Programming Assignment 1:
Parsing and Abstract Syntax

 

 

 

Assigned: Wednesday, September 5, 2012
Due: 12:00 noon, Monday, September 17, 2012
Points: 100

Files

Overview

Preparation   We suggest that you immediately download and install the latest version of the Java 6 JDK and the latest version of DrScala or DrJava on your preferred computing platform. On Windows and Linux, the best Java 6 JDK is provided by Sun/Oracle. On Macs, the Java 6 JDK is part of the supported system.

The latest version of the Sun Java 6 SE JDK systems (for platforms other than Macs) can be obtained at http://java.sun.com/javase/downloads/index.jsp. We recommend downloading the "SE" JDK, not the JDK with NetBeans (which greatly increases the size of the download). The latest version of DrScala can be obtained from The DrJavaRice downloads page. We will try to maintain the latest versions of the Java 6 JDK and DrJava on CLEAR, but CLEAR is under the control of Rice IT, which limits our ability to configure what software is available. You will need to use CLEAR to submit your programs, but we otherwise recommend using DrJava/DrScala on your personal computer. On CLEAR, we are providing a turnin411 script, which submits your program to our repository. Unfortunately, the IT submission facilities will not permit us to run a script testing that submitted programs pass the trivial unit tests in Assign1Test.java (including in our supporting library files.

On CLEAR, you may need to use the path ~comp411/bin/turnin411 to access the turnin command.

Please create a comp411 directory in your home directory on both your development machine and on CLEAR. Each programming team should submit their solution under the userid one team member. For this assignment, please create a programs/1 directory within the directory comp411. All of your files for this assignment should be stored in the programs/1 subdirectory.

Documentation for DrJava is available at drjava.org. The DrScala user interface is derived from DrJava, so the DrJava documentation should provide reasonable guidance on how to use DrScala. At this point, DrScala does not include language levels or a source level debugger. If you have further questions about DrScala or DrJava, send email to javaplt@rice.edu

All of your files for this assignment should be stored in the programs/1 subdirectory.
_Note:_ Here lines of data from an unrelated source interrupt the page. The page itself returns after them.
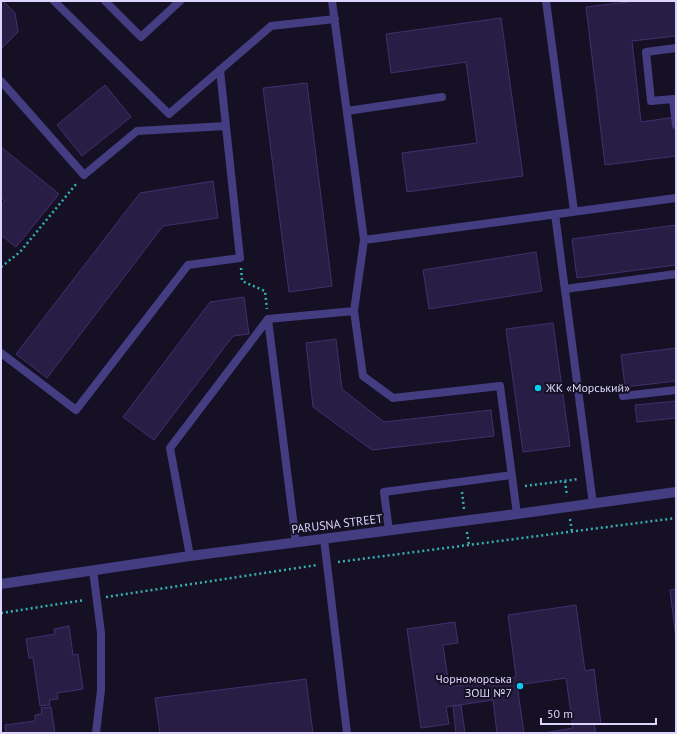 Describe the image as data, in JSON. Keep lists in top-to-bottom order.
{
  "streets": {
    "street": ["PARUSNA STREET"]
  },
  "places": ["ЖК «Морський»", "Чорноморська ЗОШ №7"],
  "scale_bar": "50 m"
} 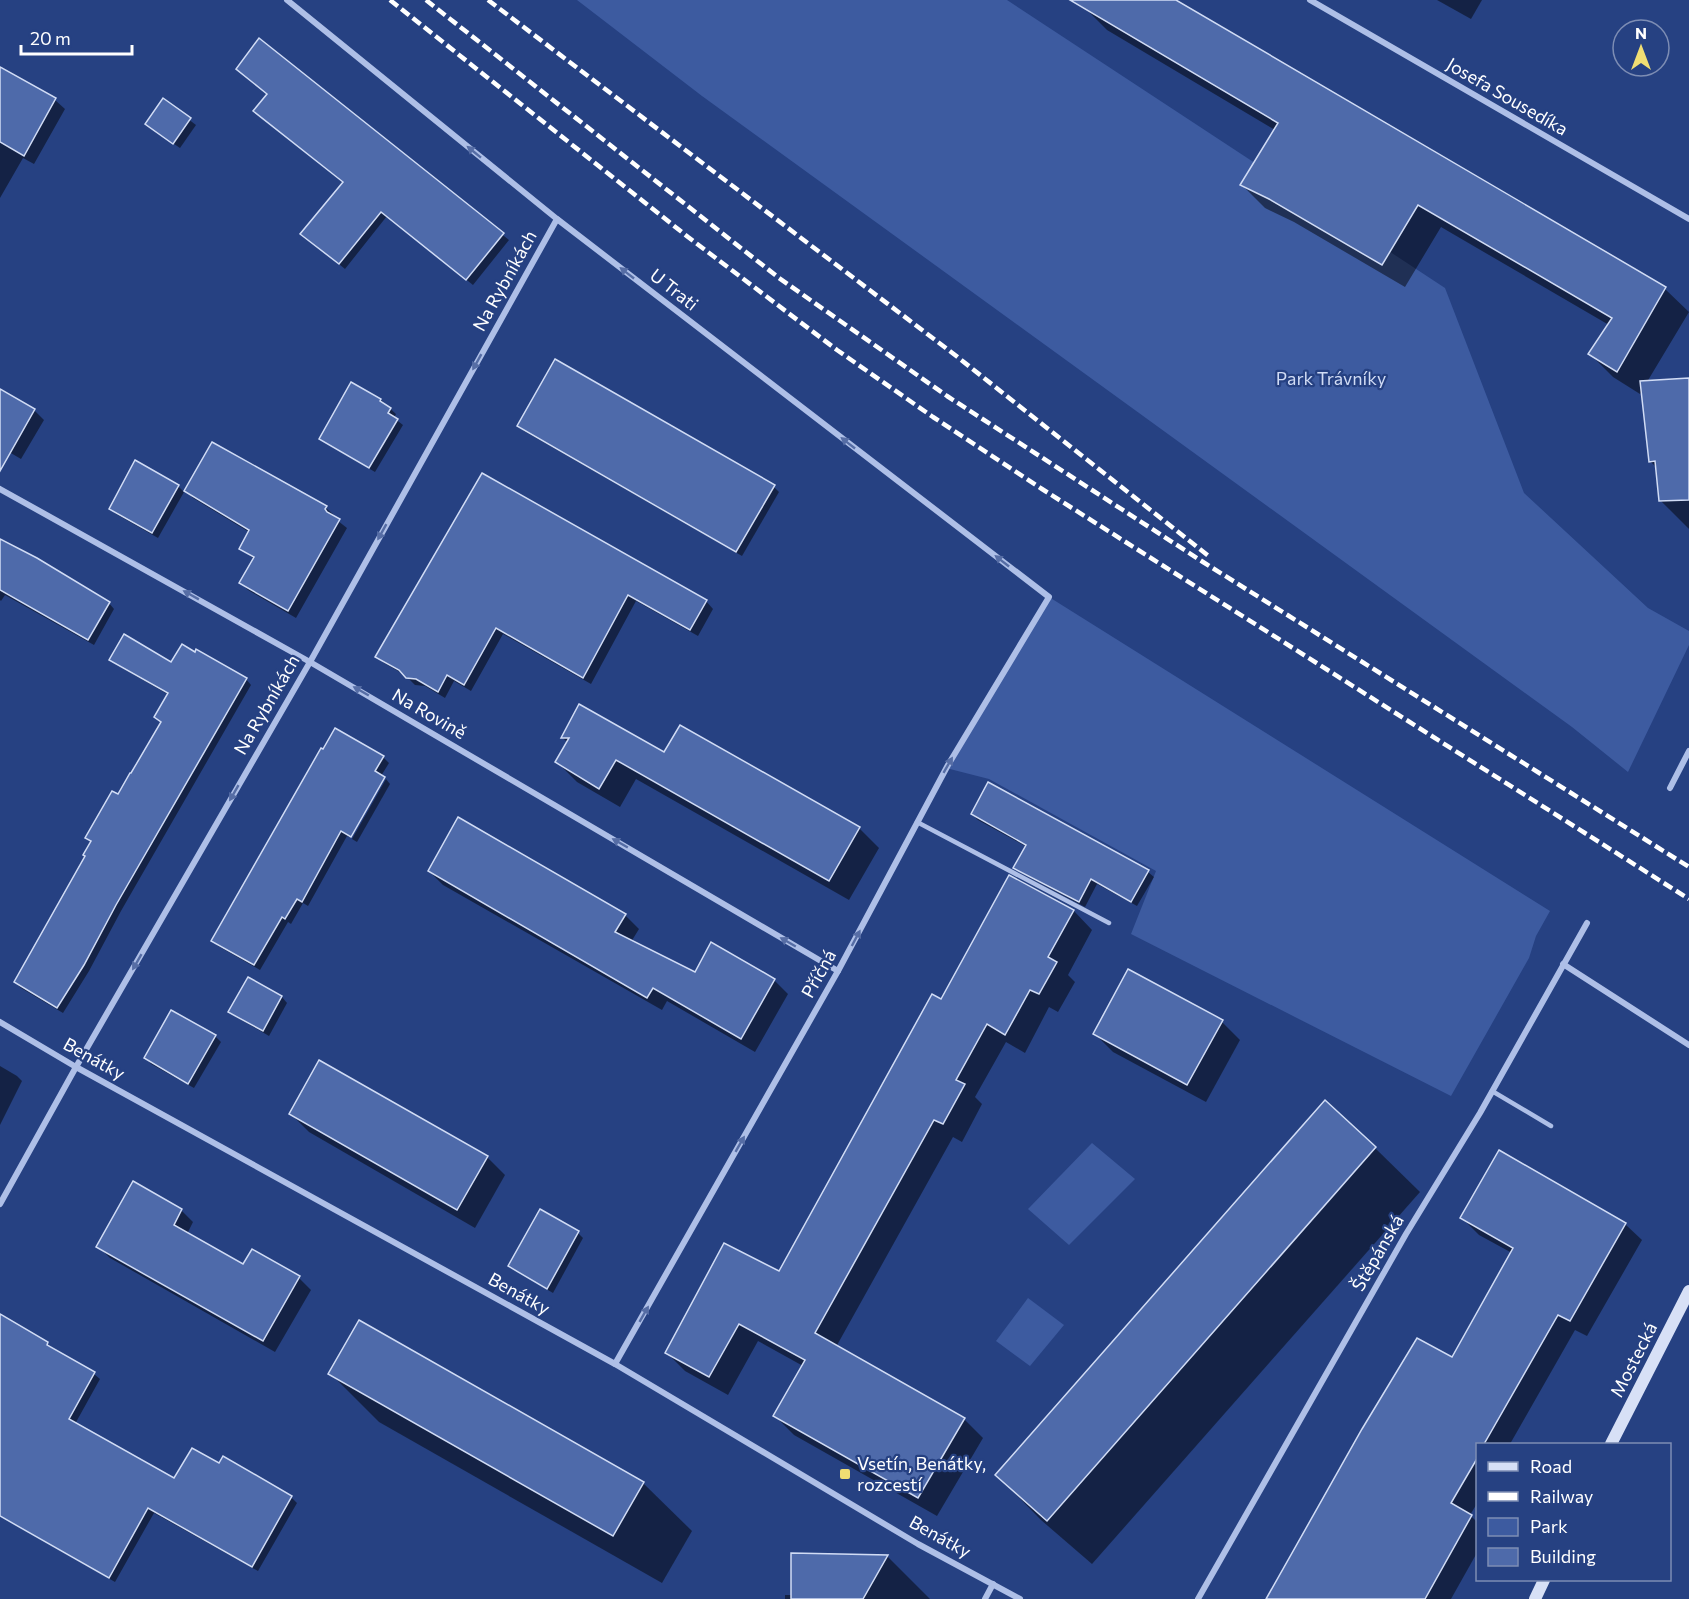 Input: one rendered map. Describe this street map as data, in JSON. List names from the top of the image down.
{
  "streets": {
    "street": [
      "Josefa Sousedíka",
      "Na Rybníkách",
      "U Trati",
      "Na Rovině",
      "Příčná",
      "Benátky",
      "Štěpánská",
      "Mostecká"
    ]
  },
  "crossings": [
    ["Na Rybníkách", "U Trati"],
    ["Na Rybníkách", "Na Rovině"],
    ["Na Rybníkách", "Benátky"],
    ["U Trati", "Příčná"],
    ["Na Rovině", "Příčná"],
    ["Příčná", "Benátky"]
  ],
  "one_way": [
    "Na Rybníkách",
    "U Trati",
    "Na Rovině",
    "Příčná"
  ],
  "parks": ["Park Trávníky"],
  "places": {
    "transit": ["Vsetín, Benátky, rozcestí"]
  },
  "legend": [
    "Road",
    "Railway",
    "Park",
    "Building"
  ],
  "scale_bar": "20 m",
  "north": "top"
}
Teamwork   You are strongly encouraged to do this assignment and all other programming assignments using pair programming. When you submit your assignment, indicate the composition of your team (names, student ids, and email addresses) in your README file.

If you cannot find a partner and would like one, send an email to comp411@rice.edu and we will try to find one for you. Teams of more than two members are not permitted.
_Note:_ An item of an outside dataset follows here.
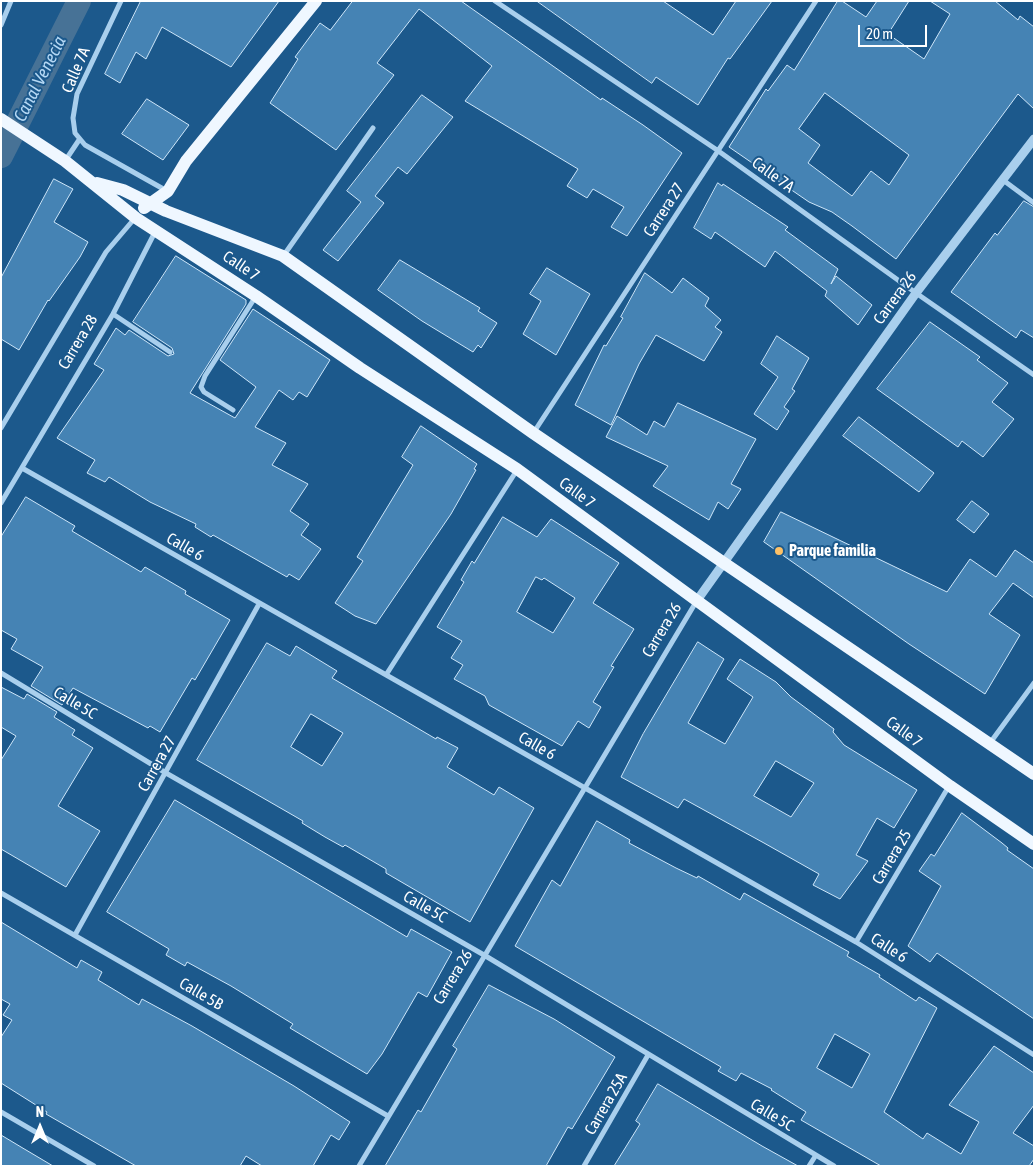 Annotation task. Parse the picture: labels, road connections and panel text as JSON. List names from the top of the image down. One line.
{"streets":{"main road":["Calle 7","Carrera 28"],"street":["Calle 7A","Carrera 27","Carrera 26","Calle 6","Calle 5C","Carrera 25","Calle 5B","Carrera 25A"]},"crossings":[["Calle 7A","Carrera 27"],["Calle 7A","Carrera 26"],["Carrera 27","Calle 7"],["Carrera 27","Calle 6"],["Carrera 27","Calle 5C"],["Carrera 27","Calle 5B"],["Calle 7","Carrera 26"],["Calle 7","Carrera 28"],["Calle 7","Carrera 25"],["Carrera 26","Calle 6"],["Carrera 26","Calle 5C"],["Carrera 26","Calle 5B"],["Carrera 28","Calle 6"],["Calle 6","Carrera 25"],["Calle 5C","Carrera 25A"]],"water":["Canal Venecia"],"places":["Parque familia"],"scale_bar":"20 m","north":"top"}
Testing   You are expected to write unit tests for all of your non-trivial methods or functions. DrScala and DrJava provide integrated support for JUnit which makes this task easy.
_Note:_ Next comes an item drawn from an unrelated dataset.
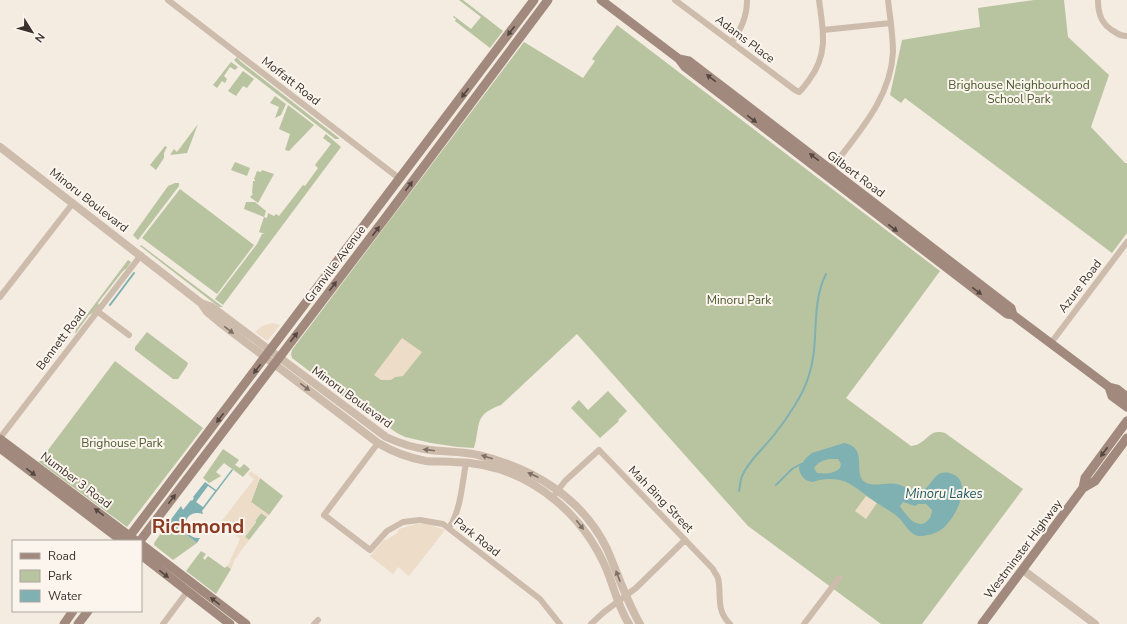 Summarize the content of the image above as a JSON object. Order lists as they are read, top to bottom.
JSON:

Task   Your task is to write a parser in Scala or generic Java (Java 6) that recognizes expressions in the pedagogic functionallanguage Jam, which will be defined subsequently. The course staff has provided lexers in Scala and Java for this assignment. Some lines in this lexer have been "commented out" because they support symbols that are not part of the Jam definition for this assignment. These extra symbols correspond to extensions to Jam made in subsequent assignments.

Java Support Library   In our Scala and Java libraries, the parser's input token stream is provided by a Lexer object supporting the parameterless method readToken(). The readToken() method produces a stream of Token objects belonging to various subclasses of the Token trait/interface. The Lexer class supports two constructors: a zero-ary constructor that converts standard input to a Lexer and a unary constructor Lexer(String fileName) that converts the specified file to a Lexer. The file lexer.scala (lexer.java) contains the definition of the Lexer class and the collection of classes representing tokens (the Scala trait (Java interface) Token) and abstract syntax trees (the scala trait (java interface) AST).

All classes should be in the default (top-level) package.

Your parser should be expressed as a class Parser with constructors Parser(Reader stream) and Parser(String filename) which create parsers reading the specified stream or file. The Reader form of these constructors is very convenient when you are testing your parser from the DrJava read-eval-print loop or from unit test methods.

The Parser class should contain a method AST parse() (explicitly public in Java) that returns the abstract syntax tree for the Jam expression in the input stream. Our grading program will print the output using the method println (System.out.println in Java), which invokes the toString method on its argument. All of the requisite abstract syntax classes including toString methods are defined in the file lexer.scala (lexer.java). This library files are available on the web in the directory http://www.cs.rice.edu/~javaplt/411/Assignments/1/scala. (http://www.cs.rice.edu/~javaplt/411/Assignments/1/java.)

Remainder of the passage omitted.